## Activity
Extract every line below, verbatim.

## Input data
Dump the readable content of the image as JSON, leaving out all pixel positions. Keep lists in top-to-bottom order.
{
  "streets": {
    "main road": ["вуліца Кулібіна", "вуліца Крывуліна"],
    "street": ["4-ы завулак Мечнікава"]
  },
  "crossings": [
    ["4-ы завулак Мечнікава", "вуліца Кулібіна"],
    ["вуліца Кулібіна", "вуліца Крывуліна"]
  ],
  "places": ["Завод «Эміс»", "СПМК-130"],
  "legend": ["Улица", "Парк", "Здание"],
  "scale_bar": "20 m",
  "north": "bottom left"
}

## Finished exercise
Dump the readable content of the image as JSON, leaving out all pixel positions. Keep lists in top-to-bottom order.
{
  "streets": {
    "main road": ["вуліца Кулібіна", "вуліца Крывуліна"],
    "street": ["4-ы завулак Мечнікава"]
  },
  "crossings": [
    ["4-ы завулак Мечнікава", "вуліца Кулібіна"],
    ["вуліца Кулібіна", "вуліца Крывуліна"]
  ],
  "places": ["Завод «Эміс»", "СПМК-130"],
  "legend": ["Улица", "Парк", "Здание"],
  "scale_bar": "20 m",
  "north": "bottom left"
}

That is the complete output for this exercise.